The conclusion is that, in lieu of the old probate court, the constitution established a county court, which, like other courts named in Section 1 of Article VII, “shall be courts of record, having general jurisdiction to be defined, limited and regulated by law in accordance with this constitution.” To this court the people by their organic *414act, in Section 12 of the same article, committed the jurisdiction pertaining to courts of probate, with its incidents of trial, and distinguished it from civil jurisdiction as contemplated in Section 17 of Article I, preserving the trial by jury in civil cases.

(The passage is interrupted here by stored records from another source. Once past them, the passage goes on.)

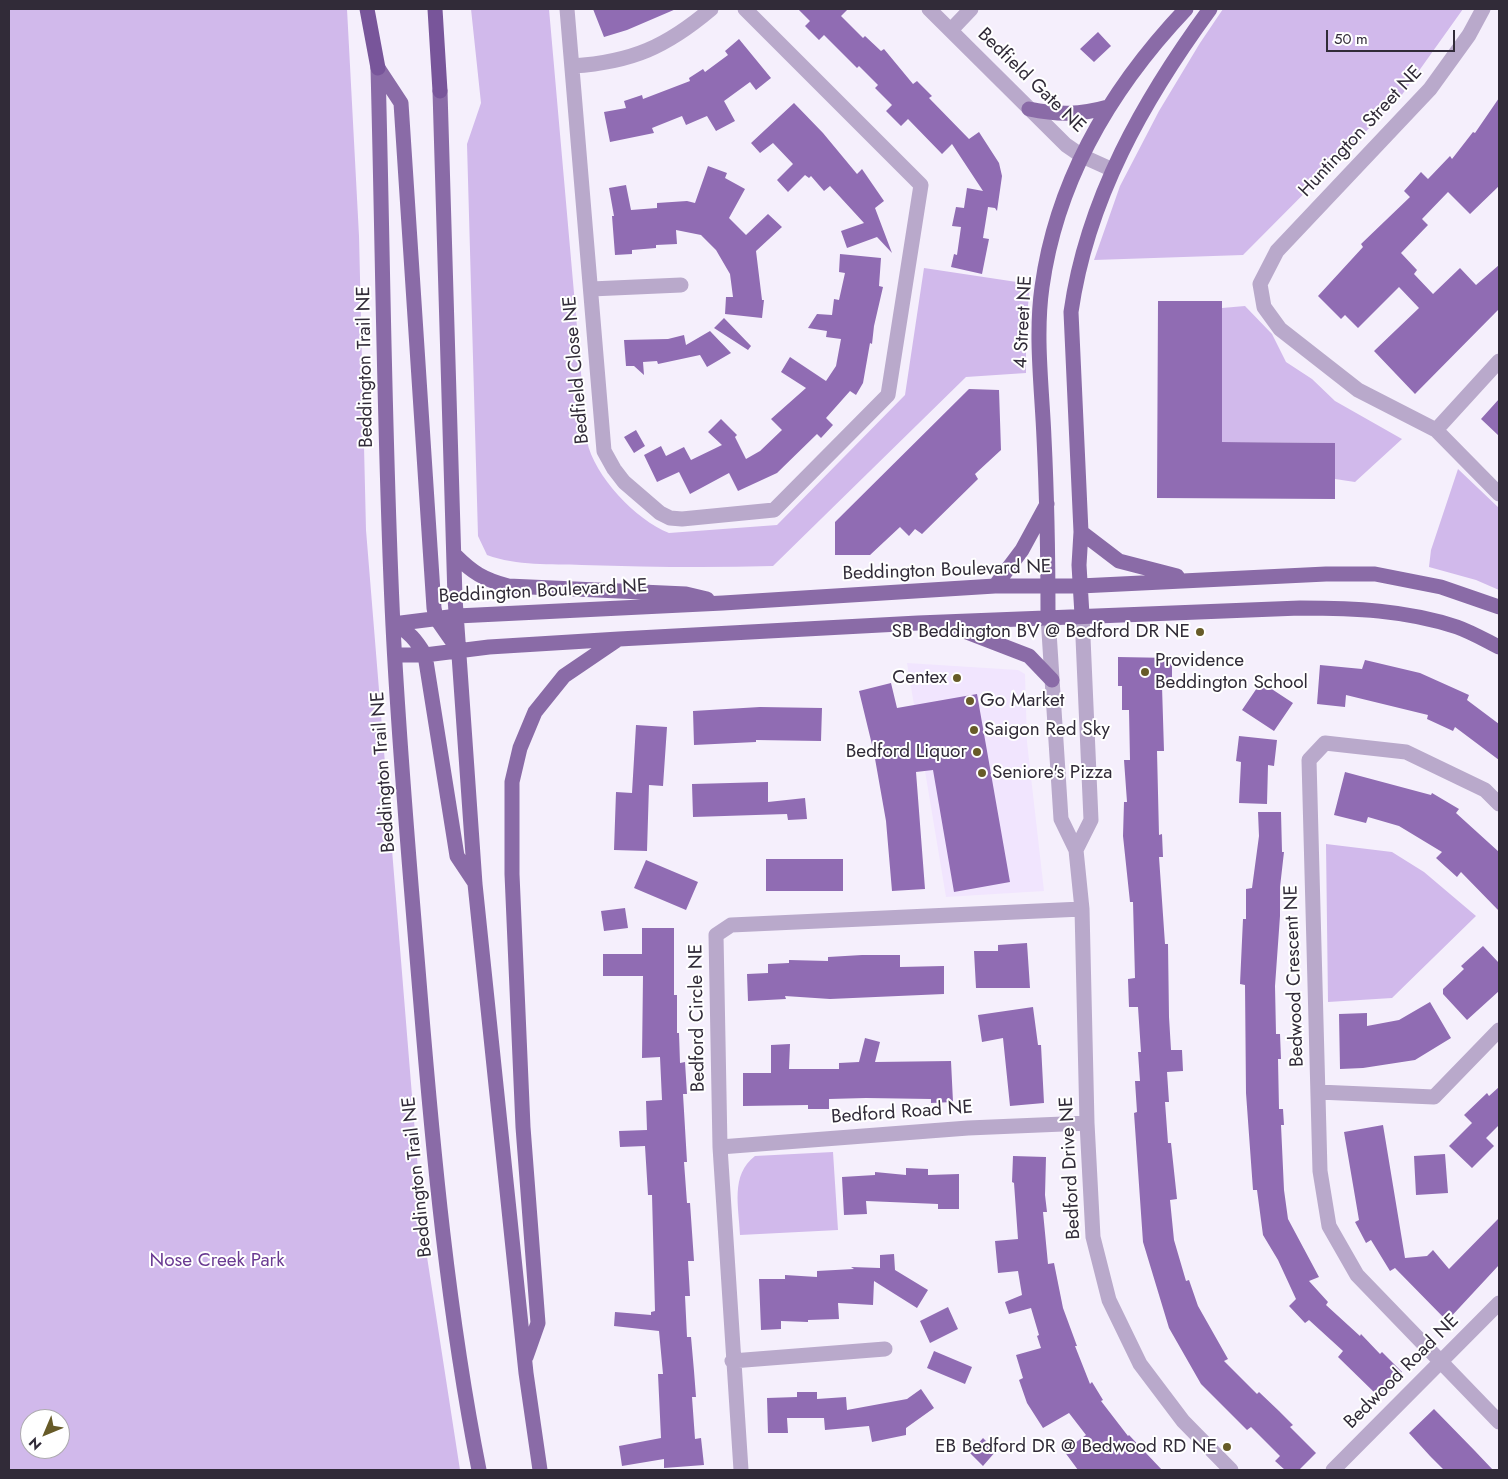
<!DOCTYPE html>
<style>
body{margin:0}
#map{position:relative;width:1508px;height:1479px;overflow:hidden;background:#f5effc;font-family:Jost,sans-serif}
canvas{display:block}
.frame{position:absolute;inset:0;border:10px solid #312b38;pointer-events:none}
.north{position:absolute;left:20px;top:1409px;width:50px;height:50px;box-sizing:border-box;background:#fff;border:1px solid #adaaaf;border-radius:50%;rotate:225deg;font-size:14px;font-weight:700;line-height:20px;text-align:center;color:#312b38}
.north::after{content:'';display:block;margin:auto;width:18px;height:22px;background:#675b28;clip-path:polygon(50% 0,100% 100%,50% 72%,0 100%)}
.scale{position:absolute;left:1326px;top:30px;width:129px;height:22px;box-sizing:border-box;border:2px solid #312b38;border-top:0;padding-left:6px;font-size:15px;line-height:18px;white-space:nowrap;color:#312b38;-webkit-text-stroke:4px #fff;paint-order:stroke}
</style>
<div id="map">
<canvas width="1508" height="1479"></canvas>
<div class="frame"></div>
<div class="north">N</div>
<div class="scale">50 m</div>
</div>
<script>
const ctx = document.querySelector('canvas').getContext('2d');
ctx.lineJoin = 'round';
function fill(path, color) {
  ctx.fillStyle = color;
  ctx.fill(path, 'evenodd');
}
function strokePath(path, color, width, dash) {
  ctx.strokeStyle = color;
  ctx.lineWidth = width;
  ctx.lineCap = dash ? 'butt' : 'round';
  ctx.setLineDash(dash || []);
  ctx.stroke(path);
}
function write(font, color, halo, rows, align = 'center') {
  ctx.font = font + ' Jost,sans-serif';
  ctx.lineWidth = 4;
  ctx.setLineDash([]);
  ctx.textBaseline = 'middle';
  ctx.strokeStyle = halo;
  ctx.fillStyle = color;
  for (const [text, x, y, turn = 0] of rows) {
    ctx.save();
    ctx.translate(x, y);
    ctx.rotate((+turn || 0) * Math.PI / 180);
    ctx.textAlign = isNaN(turn) ? turn : align;
    if (halo) ctx.strokeText(text, 0, 0);
    ctx.fillText(text, 0, 0);
    ctx.restore();
  }
}
const built = new Path2D(`
 M907 663 1018 670 1025 674 1027 742 1044 891 946 897Z`);
const green = new Path2D(`
 M9 9H347L359 236 366 530 423 1231 460 1470H9ZM30 1419H60V1449H30Z
 M471 9H549L587 441C594 476 636 520 669 533L777 525 905 395 924 268 1030 284 1026 328V373L966 377 773 566C709 568 646 567 582 565 551 564 517 566 487 555L478 536 467 144 481 103Z
 M1223 9H1463L1401 96 1243 255 1094 260 1120 186 1159 111 1200 43Z
 M1245 306 1272 334 1286 362 1312 379 1335 401 1402 439 1355 482 1335 479 1334 443 1222 442V308Z
 M1458 469 1499 508V590L1476 580 1429 567 1431 550Z
 M1326 844 1392 852 1424 872 1476 916 1392 998 1328 1002Z
 M833 1152 838 1230 740 1235C739 1207 730 1175 755 1156Z`);
const building = new Path2D(`
 M593 9H676L627 30 604 37Z
 M798 9H848L841 16 863 38 865 36 881 51 884 49 913 84 917 81 932 96 929 98 969 139 979 132 999 163 1002 176 997 211 995 208 988 207 983 238 989 239 982 274 951 267 954 254 957 255 961 227 952 226 956 207 964 208 967 188 983 191 952 144 942 154 908 119 901 126 886 111 892 105 875 88 878 85 859 66 857 68 824 35 819 40 805 26 810 21Z
 M1098 32 1111 46 1094 62 1080 49Z
 M739 39 771 78 756 90 750 82 724 101 735 121 716 131 707 116 686 125 682 116 652 128 654 133 610 142 604 112 626 108 624 101 642 95 643 99 690 81 689 78 703 69 705 72 728 55 725 51Z
 M1499 98V186L1470 214 1448 192 1422 219 1428 225 1401 253 1417 270 1414 274 1433 294 1460 268 1476 285 1499 265V309L1415 394 1374 351 1419 308 1399 287 1358 328 1345 315 1341 319 1318 296 1363 247 1361 244 1410 197 1404 191 1421 172 1428 179 1450 156 1452 159 1473 132 1475 133Z
 M794 103 823 133 857 174 862 169 884 201 875 208 892 253 877 237 847 248 841 231 864 223 830 186 824 191 811 176 809 178 805 175 788 192 777 180 793 164 773 143 760 153 751 143Z
 M708 166 727 173 725 178 745 189 729 218 746 235 768 214 782 227 756 251 762 300H764L762 318 725 314 726 297H733L730 274 716 250 701 235 676 230 677 244 656 245V248L632 250V254L615 255 612 216H614L609 188 626 185 631 210 657 208V203L687 201 695 203Z
 M840 254 881 258 879 286 883 287 874 326 872 344 870 343 863 383 856 395 850 391 826 418 833 425 821 438 817 434 777 473 738 491 729 473 690 494 679 472 657 482 644 455 661 446 666 456 684 447 691 460 722 445 708 432 721 419 737 435 735 437 746 459 760 451 782 430 771 419 806 388 781 372 790 357 826 381 836 366 841 339 826 337 827 331 808 328 817 314 832 315 834 299 839 300 845 273 839 272Z
 M1158 301H1222V442L1335 443V499L1157 498Z
 M724 318 751 346 748 350 714 328Z
 M710 331 731 353 707 367 700 355 658 364 657 361 643 362 644 375 634 366H626L624 340 668 339 684 335 686 345Z
 M969 389 999 390 1001 450 975 474 978 479 922 534 915 529 909 536 900 527 870 555H835V522Z
 M1499 399V436L1481 419Z
 M636 430 645 446 634 453 624 437Z
 M1118 657 1172 658V686H1162L1164 751H1157L1159 835 1162 834 1163 857H1159L1165 944H1168L1169 1017 1171 1050H1182L1183 1071 1167 1072 1169 1102H1165L1168 1143H1171L1177 1199 1170 1200 1174 1240 1186 1281 1189 1280 1198 1306 1228 1359 1224 1361 1257 1394 1259 1392 1279 1411 1293 1425 1290 1427 1316 1453 1299 1470H1285L1275 1461 1280 1456 1251 1427 1247 1430 1201 1384 1169 1328 1143 1242 1134 1113 1137 1112 1135 1081H1140L1138 1052H1141L1138 1007H1129L1128 979 1135 978 1133 902H1130L1123 836 1124 802H1127L1124 760H1130L1129 710H1122V686H1118Z
 M1365 660 1420 673 1469 695 1467 700 1499 724V760L1455 727 1453 731 1427 719 1428 715 1346 695 1345 707 1317 704 1320 665 1362 669Z
 M1261 682 1293 703 1274 731 1242 710Z
 M891 683 897 708 977 694 1010 882 954 892 933 770 916 772 925 889 892 891 886 821 874 753 859 691Z
 M760 707 822 708 821 741 756 740V742L694 745 693 711Z
 M636 725 667 727 663 786 649 785 647 851 614 850 616 792 632 793Z
 M1239 736 1277 740 1274 766 1268 765 1267 804 1239 803 1241 762 1236 761Z
 M1345 772 1431 795 1432 793 1459 809 1456 813 1499 852V911L1461 872 1457 877 1436 858 1442 852 1399 826 1368 817 1366 823 1334 815Z
 M768 782V802L805 798 807 819 788 820 787 814 693 817 692 784Z
 M1258 812H1281L1282 852H1284L1280 887V916L1275 986 1276 1034H1280L1281 1059H1278L1279 1109H1283L1284 1125H1281L1284 1190 1288 1219 1319 1277 1309 1281 1328 1302 1326 1305 1360 1336 1361 1334 1380 1354 1382 1352 1402 1372 1378 1396 1338 1357 1343 1351 1309 1320 1305 1323 1289 1306 1296 1299 1278 1260 1263 1235 1257 1190H1253L1246 1093 1245 985 1240 984 1243 919H1246V889L1252 888 1259 836Z
 M766 859H843V891H766Z
 M646 860 698 882 686 910 634 888Z
 M625 908 628 928 604 931 601 911Z
 M642 928H674V995H677V1033H679L680 1063 685 1062 687 1094H683L687 1162H684L687 1203H690L694 1261H688L690 1296H685L687 1337H691L694 1371 696 1397H692L695 1439 701 1438 704 1465 664 1468V1459L622 1466 619 1446 661 1438 658 1374H663L659 1331 614 1326 615 1312 651 1315V1312L655 1311 652 1195H648L645 1146 620 1147 619 1131 647 1130 646 1101 662 1100 660 1057 642 1058 643 976H603V954H642Z
 M1027 943 1030 988H976L974 951H998V945Z
 M1483 946 1499 963V991L1467 1020 1443 994V989L1464 969 1461 966Z
 M862 955H900V967L944 966V994L830 999 785 996 786 999 748 1001 747 974 768 973V964L789 963V960L828 961V957Z
 M1430 1002 1451 1038 1415 1060 1363 1068 1340 1069 1339 1014 1367 1013V1026L1399 1020Z
 M1033 1007 1038 1045H1041L1044 1103 1010 1106 1003 1038 982 1042 978 1015Z
 M865 1038 880 1042 875 1062 951 1061 953 1102 931 1103V1099L866 1098 829 1099V1109H808V1105L743 1106V1073H771V1045L790 1044 789 1069H839V1063L859 1062Z
 M1499 1087V1125L1486 1138 1494 1146 1472 1168 1449 1146 1472 1123 1464 1115 1487 1093 1489 1096Z
 M1383 1125 1405 1258 1427 1256 1433 1250 1449 1269 1499 1218V1265L1447 1321 1395 1268 1390 1271 1371 1240 1366 1243 1355 1222 1359 1220 1344 1132Z
 M1445 1154 1448 1193 1416 1195 1414 1156Z
 M1013 1156 1046 1157 1045 1195 1047 1212H1043L1048 1264 1054 1263 1063 1308 1077 1346H1075L1090 1384 1092 1382 1103 1400 1101 1401 1128 1436 1129 1435 1162 1470H1078L1064 1451 1086 1435 1069 1413 1043 1428 1027 1403 1019 1380 1023 1378 1016 1355 1041 1348 1037 1336 1039 1335 1031 1308 1009 1314 1005 1302 1022 1295 1018 1271 998 1273 995 1241 1018 1239 1014 1183 1012 1182Z
 M906 1168 928 1169V1175L959 1174V1209H938V1204L866 1201 867 1214 844 1215 842 1177 875 1175V1172L906 1175Z
 M894 1254 895 1270 928 1290 917 1308 874 1281 873 1305 838 1303 839 1319 808 1320V1322L781 1321V1329L761 1330 759 1279H785V1275L817 1277V1271L854 1269 851 1267 880 1268V1255Z
 M948 1307 958 1329 930 1343 920 1321Z
 M934 1351 972 1367 965 1384 927 1368Z
 M921 1389 934 1408 906 1428V1435L872 1442 869 1426 825 1430 824 1418H787L788 1433H768L767 1398 797 1397V1392H817V1399L846 1397 847 1410 907 1399Z
 M1434 1409 1475 1451 1493 1470H1444L1430 1456 1409 1433Z
 M983 1438 996 1451 983 1466 970 1453Z`);
const minor = new Path2D(`
 M567 9 604 451 614 469 624 482 660 513 670 518 682 519 774 510 888 395 921 185 745 9
 M929 9 1066 145 1082 156 1113 170
 M1483 9 1469 35 1430 89 1277 251 1260 284 1264 307 1280 329 1358 390 1436 430 1499 494
 M951 30 971 9
 M573 66C632 62 666 47 711 9
 M591 289 681 285
 M1436 430 1499 361
 M1048 616 1061 819 1076 850 1082 909 1087 1123 1093 1237 1109 1300 1140 1364 1183 1421 1231 1470
 M1499 804 1485 790 1406 752 1325 743 1309 760 1320 1171 1329 1226 1357 1275 1499 1422
 M1076 850 1091 820 1082 615
 M1318 1092 1434 1097 1499 1030
 M720 1147 968 1128 1087 1123
 M732 1361 885 1349
 M741 1470 720 1147 716 935 731 925 1082 909
 M1333 1470 1499 1303`);
const major = new Path2D(`
 M378 68C383 254 384 440 393 626 399 749 410 871 420 993 433 1152 448 1313 479 1470
 M378 68 401 103 434 608 436 618 459 651
 M440 91 455 598 475 884 526 1373 540 1470
 M1029 109C1058 115 1080 115 1108 107
 M1081 532 1119 561 1177 576
 M455 555C473 573 483 579 508 586L686 594 707 599
 M995 586 1022 550 1047 504
 M1082 615 1079 565 1081 532 1071 312C1087 199 1144 99 1210 9
 M1048 616C1048 557 1047 498 1044 438 1042 389 1035 336 1042 287 1057 178 1112 87 1186 9
 M393 624 457 616 723 603 995 586H1080L1326 574H1375L1441 587 1499 607
 M393 624C409 631 416 640 425 655L457 856 475 883
 M946 624 1029 656 1052 680
 M395 655H425L489 647 619 639 918 623 1300 608C1353 608 1406 610 1457 627 1471 632 1485 640 1499 647
 M526 1357 538 1323 523 1127 512 874V782L520 748 535 712 564 676 617 640`);
const highway = new Path2D(`
 M367 9 378 68
 M435 9 440 91`);
const markers = [
 [1200,632,5,"#675b28"],
 [1145,672,5,"#675b28"],
 [957,678,5,"#675b28"],
 [970,701,5,"#675b28"],
 [974,730,5,"#675b28"],
 [977,752,5,"#675b28"],
 [982,773,5,"#675b28"],
 [1227,1447,5,"#675b28"]
];
const streetNames = [
 ["Bedfield Gate NE",1031,81,44],
 ["Huntington Street NE",1361,132,-47],
 ["4 Street NE",1024,322,-87],
 ["Beddington Trail NE",366,367,-91],
 ["Bedfield Close NE",577,370,-95],
 ["Beddington Boulevard NE",947,571,-2],
 ["Beddington Boulevard NE",543,592,-3],
 ["Beddington Trail NE",384,772,-94],
 ["Bedwood Crescent NE",1295,976,-92],
 ["Bedford Circle NE",698,1018,-91],
 ["Bedford Road NE",902,1113,-4],
 ["Bedford Drive NE",1071,1168,-93],
 ["Beddington Trail NE",418,1177,-96],
 ["Bedwood Road NE",1402,1372,-45]
];
const poiNames = [
 ["SB Beddington BV @ Bedford DR NE",1190,632],
 ["Providence",1155,661,"left"],
 ["Beddington School",1155,683,"left"],
 ["Centex",947,678],
 ["Go Market",980,701,"left"],
 ["Saigon Red Sky",984,730,"left"],
 ["Bedford Liquor",967,752],
 ["Seniore's Pizza",992,773,"left"],
 ["EB Bedford DR @ Bedwood RD NE",1217,1447]
];
const parkNames = [
 ["Nose Creek Park",217,1261]
];
fill(built, '#f1e5fe');
fill(green, '#d1b9eb');
fill(building, '#906cb3');
strokePath(minor, '#b9a9cb', 15);
strokePath(major, '#8a6ba7', 15);
strokePath(highway, '#78559a', 15);
for (const [x, y, r, color] of markers) {
  const dot = new Path2D();
  dot.arc(x, y, r, 0, 2 * Math.PI);
  ctx.fillStyle = color;
  ctx.fill(dot);
  strokePath(dot, '#fff', 2);
}
write('19px', '#312b38', '#fff', streetNames);
write('19px', '#312b38', '#fff', poiNames, 'right');
write('19px', '#6b3b93', '#fff', parkNames);
</script>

It was quite in harmony with this fundamental law for the legislative assembly afterwards to define, limit, and regulate the jurisdiction of that court, so that its proceedings should be “in the nature of a suit in equity, as distinguished from an action at law.” To this result the territorial legislation of December 15, 1853, forms no obstacle, both because it was void as inconsistent with the law organizing the territory of- Oregon, and for the reason that it was superseded by the constitution, giving such jurisdiction to another court, and, further, that the people retained the right to repeal it, and did so by the adoption of the Code of Civil Procedure in 1862. This code has been recognized and acted upon for a half century without question until the filing of this petition. As said by Mr. Justice Boise, in Tribou v. Strowbridge, 7 Or. 156, 159:
“Was there doubt as to the constitutionality of this statute, it would, under the circumstances and the sanction of long usage, have to be solved in favor of the statute.”
It follows that in this litigation, in the nature of a suit in equity, neither party could, as a matter of right, demand a jury trial.
We adhere to the former decision. Reversed.